Moab Adaptive HPC
9.0 Reservation Tracking

9.0 Reservation Tracking

Reservation tracking allows you to configure a dynamic job to be a certain size at a certain time. Reservations allow you to specify how many (or which specific) nodes a job should use at certain times. These reservations are standing reservations that you configure in the moab.cfg file.

For example, consider an application with three defined reservations that is heavily used during the afternoon:

Reservation 1: (12:00 a.m. - 12:00 p.m.)—node001, node002, node003, node007
Reservation 2: (12:00 p.m. - 5:00 p.m.)—node001, node002, node003, node007, node008, node009
Reservation 3: (5:00 p.m. - 12:00 a.m.)—node001, node002

The application is then configured to track the reservation.

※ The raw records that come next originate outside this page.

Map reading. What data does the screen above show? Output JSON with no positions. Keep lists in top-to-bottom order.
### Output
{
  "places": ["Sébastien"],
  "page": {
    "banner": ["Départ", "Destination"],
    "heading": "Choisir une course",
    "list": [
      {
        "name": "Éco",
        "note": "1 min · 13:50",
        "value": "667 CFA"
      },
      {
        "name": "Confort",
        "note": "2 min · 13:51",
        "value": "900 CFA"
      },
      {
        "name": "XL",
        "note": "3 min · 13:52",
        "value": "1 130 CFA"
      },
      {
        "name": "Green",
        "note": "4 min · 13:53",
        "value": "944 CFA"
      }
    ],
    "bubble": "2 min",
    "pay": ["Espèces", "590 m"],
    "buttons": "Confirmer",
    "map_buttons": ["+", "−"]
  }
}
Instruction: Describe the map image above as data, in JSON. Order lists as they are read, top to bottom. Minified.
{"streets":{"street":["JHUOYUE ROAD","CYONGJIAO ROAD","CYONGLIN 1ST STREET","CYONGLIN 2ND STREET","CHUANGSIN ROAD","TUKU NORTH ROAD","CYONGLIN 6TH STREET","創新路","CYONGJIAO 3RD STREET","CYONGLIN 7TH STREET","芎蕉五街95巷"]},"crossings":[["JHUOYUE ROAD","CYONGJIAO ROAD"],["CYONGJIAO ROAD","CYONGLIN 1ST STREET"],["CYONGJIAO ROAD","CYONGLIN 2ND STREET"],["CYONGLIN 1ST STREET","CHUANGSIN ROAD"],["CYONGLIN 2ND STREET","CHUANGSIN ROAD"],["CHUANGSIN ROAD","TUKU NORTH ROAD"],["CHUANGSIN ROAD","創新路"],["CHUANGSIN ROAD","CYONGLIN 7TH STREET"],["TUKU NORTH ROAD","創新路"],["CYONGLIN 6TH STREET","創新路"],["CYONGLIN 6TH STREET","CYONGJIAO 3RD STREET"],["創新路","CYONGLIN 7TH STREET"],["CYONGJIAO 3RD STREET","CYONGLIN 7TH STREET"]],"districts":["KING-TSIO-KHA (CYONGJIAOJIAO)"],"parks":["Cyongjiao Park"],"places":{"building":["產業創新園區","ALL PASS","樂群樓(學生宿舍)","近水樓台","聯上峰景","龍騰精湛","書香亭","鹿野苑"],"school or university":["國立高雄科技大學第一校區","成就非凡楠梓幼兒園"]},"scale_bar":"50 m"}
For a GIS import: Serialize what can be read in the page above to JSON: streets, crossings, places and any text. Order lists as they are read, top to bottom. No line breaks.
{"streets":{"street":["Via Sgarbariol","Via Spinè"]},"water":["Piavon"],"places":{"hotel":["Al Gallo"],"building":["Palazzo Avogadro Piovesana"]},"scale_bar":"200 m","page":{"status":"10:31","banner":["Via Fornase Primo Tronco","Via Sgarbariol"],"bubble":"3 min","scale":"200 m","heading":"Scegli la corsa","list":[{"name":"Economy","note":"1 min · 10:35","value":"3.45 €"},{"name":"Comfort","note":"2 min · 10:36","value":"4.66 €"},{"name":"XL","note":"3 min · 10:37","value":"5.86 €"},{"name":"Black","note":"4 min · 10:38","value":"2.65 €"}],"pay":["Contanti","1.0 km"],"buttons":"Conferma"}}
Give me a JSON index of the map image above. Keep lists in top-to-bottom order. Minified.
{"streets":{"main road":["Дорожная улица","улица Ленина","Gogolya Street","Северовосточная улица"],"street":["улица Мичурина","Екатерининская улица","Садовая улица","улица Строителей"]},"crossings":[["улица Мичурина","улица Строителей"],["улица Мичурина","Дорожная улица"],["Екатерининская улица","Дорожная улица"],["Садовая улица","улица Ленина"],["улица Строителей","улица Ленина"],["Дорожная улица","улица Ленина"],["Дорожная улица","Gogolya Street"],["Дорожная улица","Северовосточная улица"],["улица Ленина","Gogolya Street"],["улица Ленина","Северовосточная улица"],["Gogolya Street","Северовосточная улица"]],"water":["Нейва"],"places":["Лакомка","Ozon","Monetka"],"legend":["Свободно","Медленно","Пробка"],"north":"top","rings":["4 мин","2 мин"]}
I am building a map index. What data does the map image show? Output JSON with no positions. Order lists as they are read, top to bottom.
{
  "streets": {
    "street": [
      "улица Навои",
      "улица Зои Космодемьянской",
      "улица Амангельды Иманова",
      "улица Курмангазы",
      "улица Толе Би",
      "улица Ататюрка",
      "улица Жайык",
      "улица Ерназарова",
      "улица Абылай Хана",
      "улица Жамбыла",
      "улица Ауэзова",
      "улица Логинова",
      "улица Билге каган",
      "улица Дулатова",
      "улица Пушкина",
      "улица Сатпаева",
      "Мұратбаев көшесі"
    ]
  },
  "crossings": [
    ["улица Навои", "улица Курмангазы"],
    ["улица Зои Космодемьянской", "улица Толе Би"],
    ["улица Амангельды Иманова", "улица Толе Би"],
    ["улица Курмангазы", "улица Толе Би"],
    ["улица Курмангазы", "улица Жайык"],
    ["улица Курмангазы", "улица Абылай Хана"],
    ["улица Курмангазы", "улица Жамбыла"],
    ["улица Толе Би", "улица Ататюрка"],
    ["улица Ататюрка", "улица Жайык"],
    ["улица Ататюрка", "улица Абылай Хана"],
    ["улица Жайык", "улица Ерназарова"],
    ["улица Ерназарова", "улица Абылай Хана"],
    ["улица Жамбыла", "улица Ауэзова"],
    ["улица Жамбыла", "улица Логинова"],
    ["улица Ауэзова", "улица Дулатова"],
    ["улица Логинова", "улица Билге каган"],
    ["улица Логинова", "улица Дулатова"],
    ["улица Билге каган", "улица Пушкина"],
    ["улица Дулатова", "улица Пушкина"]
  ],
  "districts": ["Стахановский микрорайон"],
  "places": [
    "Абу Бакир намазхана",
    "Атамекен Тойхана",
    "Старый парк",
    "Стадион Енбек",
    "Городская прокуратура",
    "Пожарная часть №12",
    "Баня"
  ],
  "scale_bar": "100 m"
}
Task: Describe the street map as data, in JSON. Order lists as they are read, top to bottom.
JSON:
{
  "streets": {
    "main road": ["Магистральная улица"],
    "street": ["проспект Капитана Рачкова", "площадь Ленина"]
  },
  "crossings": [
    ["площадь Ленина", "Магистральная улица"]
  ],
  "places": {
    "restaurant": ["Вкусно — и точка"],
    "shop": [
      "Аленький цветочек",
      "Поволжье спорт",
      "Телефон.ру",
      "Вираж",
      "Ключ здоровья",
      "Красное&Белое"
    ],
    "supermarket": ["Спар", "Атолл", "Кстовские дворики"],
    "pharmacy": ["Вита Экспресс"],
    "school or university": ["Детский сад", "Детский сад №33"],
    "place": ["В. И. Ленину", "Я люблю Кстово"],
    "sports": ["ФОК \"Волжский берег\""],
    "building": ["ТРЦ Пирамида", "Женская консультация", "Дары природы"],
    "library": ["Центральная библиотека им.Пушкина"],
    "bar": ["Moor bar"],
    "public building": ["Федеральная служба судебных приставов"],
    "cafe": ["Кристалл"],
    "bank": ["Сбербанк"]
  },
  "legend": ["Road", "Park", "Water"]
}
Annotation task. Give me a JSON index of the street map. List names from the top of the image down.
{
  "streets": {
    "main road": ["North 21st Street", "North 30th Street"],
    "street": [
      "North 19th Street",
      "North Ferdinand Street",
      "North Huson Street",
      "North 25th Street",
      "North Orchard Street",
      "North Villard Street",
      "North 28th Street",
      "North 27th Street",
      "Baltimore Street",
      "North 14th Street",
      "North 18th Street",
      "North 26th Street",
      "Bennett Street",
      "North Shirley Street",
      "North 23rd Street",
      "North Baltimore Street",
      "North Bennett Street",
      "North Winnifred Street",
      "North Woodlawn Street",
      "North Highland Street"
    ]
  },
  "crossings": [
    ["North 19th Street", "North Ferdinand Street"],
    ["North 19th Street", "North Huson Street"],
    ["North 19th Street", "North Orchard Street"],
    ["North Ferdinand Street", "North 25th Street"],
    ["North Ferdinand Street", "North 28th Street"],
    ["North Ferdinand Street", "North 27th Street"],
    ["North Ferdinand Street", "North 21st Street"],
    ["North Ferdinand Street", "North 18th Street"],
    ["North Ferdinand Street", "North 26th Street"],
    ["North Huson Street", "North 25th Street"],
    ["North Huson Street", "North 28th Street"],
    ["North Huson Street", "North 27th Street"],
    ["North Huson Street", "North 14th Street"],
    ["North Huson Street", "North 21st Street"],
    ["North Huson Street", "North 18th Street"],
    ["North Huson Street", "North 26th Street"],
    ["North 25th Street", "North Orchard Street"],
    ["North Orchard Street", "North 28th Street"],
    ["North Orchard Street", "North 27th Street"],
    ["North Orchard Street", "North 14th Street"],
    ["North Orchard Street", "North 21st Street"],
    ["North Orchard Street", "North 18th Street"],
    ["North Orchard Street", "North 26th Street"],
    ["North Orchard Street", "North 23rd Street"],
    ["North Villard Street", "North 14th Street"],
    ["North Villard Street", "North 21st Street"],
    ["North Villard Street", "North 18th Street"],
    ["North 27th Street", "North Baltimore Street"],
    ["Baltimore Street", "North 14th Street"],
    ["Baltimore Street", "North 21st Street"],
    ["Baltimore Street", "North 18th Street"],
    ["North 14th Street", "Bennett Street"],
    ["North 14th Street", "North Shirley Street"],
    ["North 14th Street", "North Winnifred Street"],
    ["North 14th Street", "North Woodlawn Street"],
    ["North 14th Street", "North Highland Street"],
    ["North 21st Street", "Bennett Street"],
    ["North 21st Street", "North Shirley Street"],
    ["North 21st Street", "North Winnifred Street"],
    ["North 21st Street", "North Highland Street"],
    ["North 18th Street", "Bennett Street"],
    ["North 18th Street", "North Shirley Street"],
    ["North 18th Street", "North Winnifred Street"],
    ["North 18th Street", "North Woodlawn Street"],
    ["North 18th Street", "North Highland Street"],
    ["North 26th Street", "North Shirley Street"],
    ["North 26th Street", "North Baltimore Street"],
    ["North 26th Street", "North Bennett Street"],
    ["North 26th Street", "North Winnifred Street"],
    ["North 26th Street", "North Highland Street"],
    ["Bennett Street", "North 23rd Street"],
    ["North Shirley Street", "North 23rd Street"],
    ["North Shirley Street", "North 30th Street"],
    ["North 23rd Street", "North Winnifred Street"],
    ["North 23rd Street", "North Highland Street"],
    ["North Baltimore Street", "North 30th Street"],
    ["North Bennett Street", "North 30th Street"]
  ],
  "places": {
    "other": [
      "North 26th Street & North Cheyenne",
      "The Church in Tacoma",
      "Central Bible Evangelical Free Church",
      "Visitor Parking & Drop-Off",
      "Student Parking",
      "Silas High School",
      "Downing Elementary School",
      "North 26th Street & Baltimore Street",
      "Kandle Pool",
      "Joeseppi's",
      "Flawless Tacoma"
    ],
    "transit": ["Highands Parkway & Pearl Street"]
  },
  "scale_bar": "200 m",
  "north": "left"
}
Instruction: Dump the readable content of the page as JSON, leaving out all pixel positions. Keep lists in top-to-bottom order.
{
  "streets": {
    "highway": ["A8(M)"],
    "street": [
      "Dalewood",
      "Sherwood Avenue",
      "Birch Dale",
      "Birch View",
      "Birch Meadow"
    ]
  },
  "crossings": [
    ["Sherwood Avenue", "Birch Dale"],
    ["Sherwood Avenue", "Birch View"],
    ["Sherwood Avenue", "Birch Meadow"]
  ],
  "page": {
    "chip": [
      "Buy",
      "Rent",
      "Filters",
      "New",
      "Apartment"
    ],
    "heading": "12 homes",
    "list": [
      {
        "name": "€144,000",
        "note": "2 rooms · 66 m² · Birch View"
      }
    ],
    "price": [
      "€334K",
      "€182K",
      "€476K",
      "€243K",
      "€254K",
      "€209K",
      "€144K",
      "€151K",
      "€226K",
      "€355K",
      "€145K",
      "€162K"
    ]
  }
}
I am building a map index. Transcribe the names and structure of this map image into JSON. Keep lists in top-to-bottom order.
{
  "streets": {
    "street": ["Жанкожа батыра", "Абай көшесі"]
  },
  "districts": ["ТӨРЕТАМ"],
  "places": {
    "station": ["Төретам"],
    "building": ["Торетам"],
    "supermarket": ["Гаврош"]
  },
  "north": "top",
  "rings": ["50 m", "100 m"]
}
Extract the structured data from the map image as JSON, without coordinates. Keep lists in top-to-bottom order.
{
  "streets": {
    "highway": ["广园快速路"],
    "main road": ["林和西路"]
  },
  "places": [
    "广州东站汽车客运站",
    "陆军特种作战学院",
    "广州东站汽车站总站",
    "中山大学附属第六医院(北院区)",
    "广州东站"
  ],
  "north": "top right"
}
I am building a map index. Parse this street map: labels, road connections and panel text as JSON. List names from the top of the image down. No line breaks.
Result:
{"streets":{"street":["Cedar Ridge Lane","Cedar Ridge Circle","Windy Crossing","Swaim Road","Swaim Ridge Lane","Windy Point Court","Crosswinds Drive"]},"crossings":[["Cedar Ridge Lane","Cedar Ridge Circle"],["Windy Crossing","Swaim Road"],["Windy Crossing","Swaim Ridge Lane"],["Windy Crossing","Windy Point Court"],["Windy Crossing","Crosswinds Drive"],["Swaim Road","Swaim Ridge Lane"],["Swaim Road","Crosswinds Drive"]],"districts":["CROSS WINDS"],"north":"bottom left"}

At 12:00 a.m., it uses 4 nodes—node001, node002, node003, node007.
At 12:00 p.m., it expands to use 6 nodes—node001, node002, node003, node007, node008, node009.
At 5:00 p.m., it contracts to use only 2 nodes—node001, node002.

A dynamic partition can also be configured to use reservation tracking. This allows the system to change the operating system pools according to a calendar.

The following parameters are required. The example used is our hybrid cluster.

Configure the job to use partition tracking. This is the dynamic job associated with the partition for a dynamic partition. ADVRES specifies the name of the reservation group the job will track.

JOBCFG[win] FLAGS=ADVRES:RG1

In addition to normal parameters, each reservation must define the following:

  • Partition=ALL allows the reservation to span partitions. Required for dynamic partitions.
  • RSVGROUP=<GROUP> specifies the reservation group (defined above). In addition all reservations must have a HOSTLIST or TASKCOUNT, STARTTIME, and DURATION or ENDTIME.
  • FLAGS=BYNAME is also useful for non-partition dynamic jobs.

SRCFG[RG1S1]        PARTITION=ALL
SRCFG[RG1S1]        RSVGROUP=RG1

SRCFG[RG1S1]        COMMENT="Resource Group 1 Step 1"
SRCFG[RG1S1]        RSVGROUP=RG1
SRCFG[RG1S1]        STARTTIME=1:00:00
SRCFG[RG1S1]        ENDTIME=12:00:00
SRCFG[RG1S1]        DAYS=MON,TUE,WED,THU,FRI
SRCFG[RG1S1]        HOSTLIST=CCS1,CCS2
SRCFG[RG1S1]        USERLIST=root,user1
SRCFG[RG1S1]        PARTITION=ALL
SRCFG[RG1S1]        FLAGS=BYNAME

SRCFG[RG1S2]        COMMENT="Resource Group 1 Step 2"
SRCFG[RG1S2]        RSVGROUP=RG1
SRCFG[RG1S2]        STARTTIME=12:00:00
SRCFG[RG1S2]        ENDTIME=17:00:00
SRCFG[RG1S2]        DAYS=MON,TUE,WED,THU,FRI
SRCFG[RG1S2]        HOSTLIST=CCS1,CCS2,LAB1
SRCFG[RG1S2]        TASKCOUNT=6
SRCFG[RG1S2]        USERLIST=root,user1
SRCFG[RG1S2]        PARTITION=ALL
SRCFG[RG1S2]        FLAGS=BYNAME

SRCFG[RG1S3]        COMMENT="Resource Group 1 Step 3"
SRCFG[RG1S3]        RSVGROUP=RG1
SRCFG[RG1S3]        STARTTIME=17:00:00
SRCFG[RG1S3]        ENDTIME=12:00:00
SRCFG[RG1S3]        DAYS=MON,TUE,WED,THU,FRI
SRCFG[RG1S3]        HOSTLIST=CCS1,CCS2
SRCFG[RG1S3]        TASKCOUNT=4
SRCFG[RG1S3]        USERLIST=root,user1
SRCFG[RG1S3]        PARTITION=ALL
SRCFG[RG1S3]        FLAGS=BYNAME